Les trois petites filles présentes dans la pièce ne seraient pas normalement présentes dans une tragédie antique et surtout elles n’auraient pas le droit à la parole. On peut aussi voir que Oreste est présenté comme un étranger pour créer du suspense alors que normalement la scène d’exposition doit nous apporter des réponses.

“Le voilà, monsieur, votre palais d’Agamemnon !” : Des informations nous sont données sur le lieu, “Votre famille habitait Argos ?”, et sur les personnages de manière énigmatique : “J’imagine que c’était ceux d’Électre.”
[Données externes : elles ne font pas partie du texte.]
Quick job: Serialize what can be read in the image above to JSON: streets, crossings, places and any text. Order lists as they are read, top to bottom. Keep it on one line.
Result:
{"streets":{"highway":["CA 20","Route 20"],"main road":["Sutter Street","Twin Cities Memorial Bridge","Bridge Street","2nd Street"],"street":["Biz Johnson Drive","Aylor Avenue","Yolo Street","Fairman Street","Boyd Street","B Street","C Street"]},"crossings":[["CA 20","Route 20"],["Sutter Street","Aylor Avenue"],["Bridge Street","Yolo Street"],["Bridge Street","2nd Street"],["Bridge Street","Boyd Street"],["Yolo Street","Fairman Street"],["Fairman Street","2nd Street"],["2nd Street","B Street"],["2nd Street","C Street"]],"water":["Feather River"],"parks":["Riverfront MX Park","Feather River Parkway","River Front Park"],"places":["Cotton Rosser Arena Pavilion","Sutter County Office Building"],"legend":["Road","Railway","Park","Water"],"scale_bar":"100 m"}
 “Tu penses !”, “Ou il va braire. Ou miauler.” : On voit apparaître le langage familier ce qui n’est pas acceptable dans une tragédie antique ou classique. De plus, les personnages sont comparés à des animaux, et les petites filles font des remarques ironiques : “Comme cela il est sûr de ne pas se tromper.”
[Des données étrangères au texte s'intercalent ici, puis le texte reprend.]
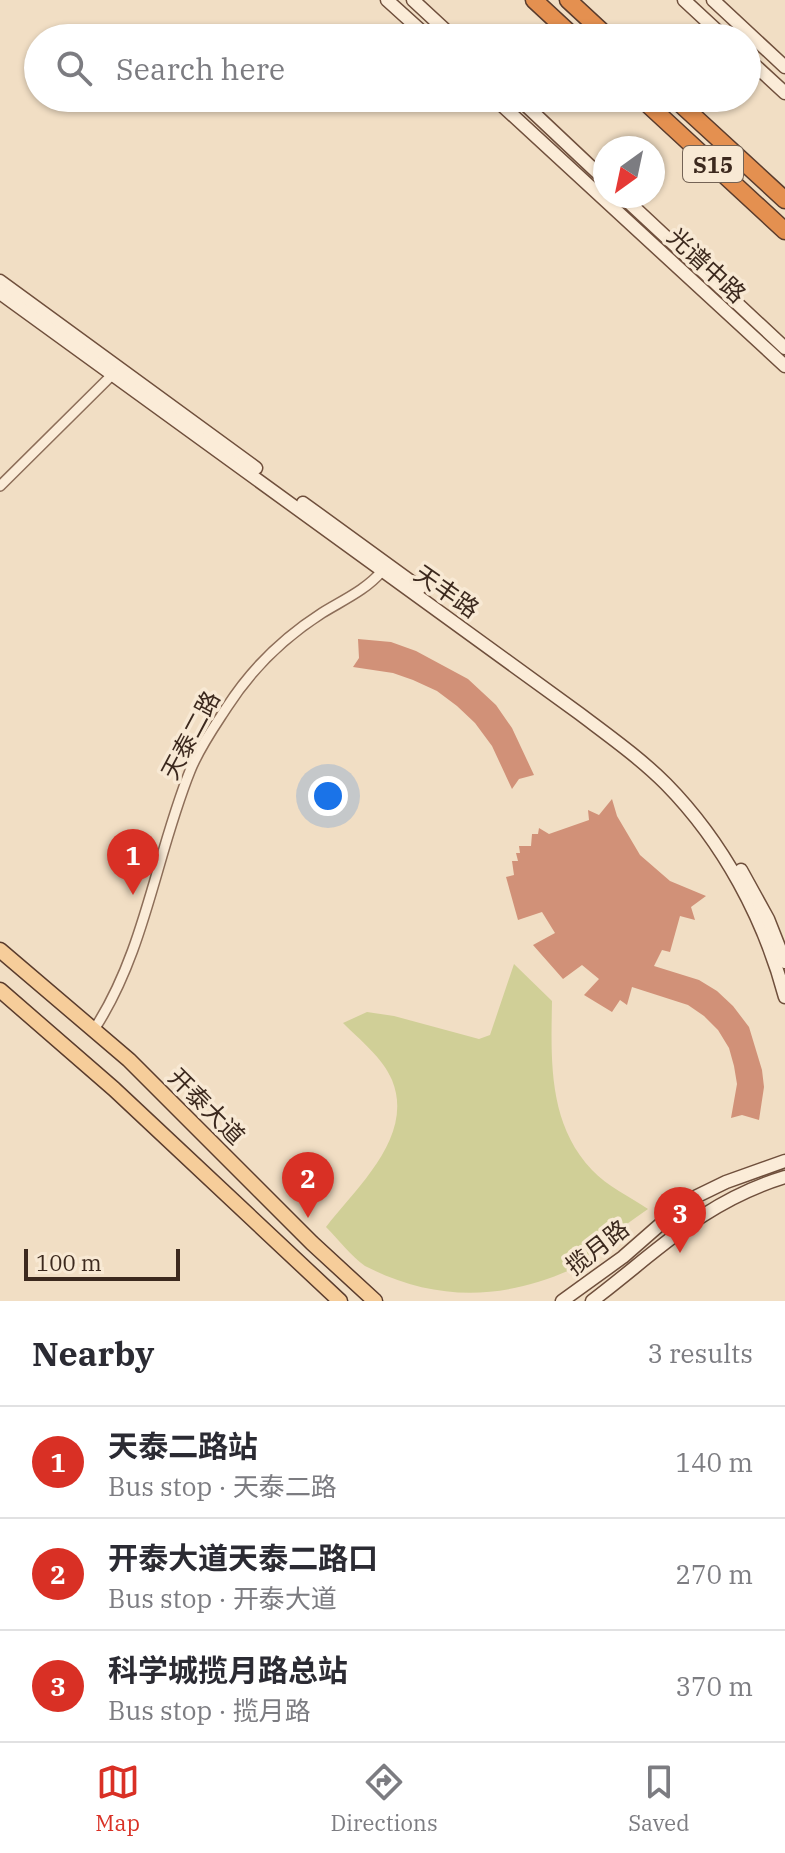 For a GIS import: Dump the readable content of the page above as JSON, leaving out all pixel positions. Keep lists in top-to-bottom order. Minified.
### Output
{"streets":{"highway":["S15"],"main road":["开泰大道"],"street":["光谱中路","天丰路","天泰二路","揽月路"]},"crossings":[["天丰路","天泰二路"],["天泰二路","开泰大道"]],"scale_bar":"100 m","north":"bottom left","page":{"search":"Search here","pins":["1","2","3"],"scale":"100 m","heading":["Nearby","3 results"],"list":[{"mark":"1","name":"天泰二路站","note":"Bus stop · 天泰二路","value":"140 m"},{"mark":"2","name":"开泰大道天泰二路口","note":"Bus stop · 开泰大道","value":"270 m"},{"mark":"3","name":"科学城揽月路总站","note":"Bus stop · 揽月路","value":"370 m"}],"nav":["Map","Directions","Saved"]}}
“Ce qui vous trompe, c’est que le corps de droite est construit en pierres gauloises qui suintent à certaines époques de l’année. Les habitants de la ville disent alors que le palais pleure. Et que le corps de gauche est en marbre d’Argos, lequel, sans qu’on ait jamais su pourquoi, s’ensoleille soudain, même la nuit. On dit alors que le palais rit. Ce qui se passe, c’est qu’en ce moment le palais rit et pleure à la fois.” : Clytemnestre a perdu la moitié de son coeur à la mort d’Iphigénie, ce qui est symbolisé par le côté du palais qui pleure. Mais en assassinant Agamemnon elle a ressenti une telle joie qu’elle resplendit symboliquement sur le côté droit du palais.

“Ou de souvenirs d’enfance.” : On retrouve une façon originale d’annoncer l’identité d’Oreste. La pièce fonctionne comme un message codé et il appartient au lecteur de trouver les indices qui le conduiront à la compréhension du message que veut faire passer le dramaturge.

“LE JARDINIER. – Vous avez déjà visité le palais ?” : Le jardinier a pour fonction de relancer le dialogue et faire parler Oreste pour semer des indices.

“Il ne marchait pas encore.” : L’âge du personnage d'Oreste est introduit de manière originale dans la pièce.

“ En tout cas, c’est le seul baiser qu’ait reçu Électre.” : On se rend compte qu'Electre n’est pas aimée car elle représente la justice donc elle est froide et rigide.

 

II) Le tragique

 

“Le côté droit n’existe pas. On croit le voir, mais c’est un mirage” : Clytemnestre est représentée par le palais. Elle a perdu la raison même si en apparence elle a toujours l’air normale. On a la confirmation que le palais représente Clytemnestre:  “C’est tout à fait un palais de veuve.”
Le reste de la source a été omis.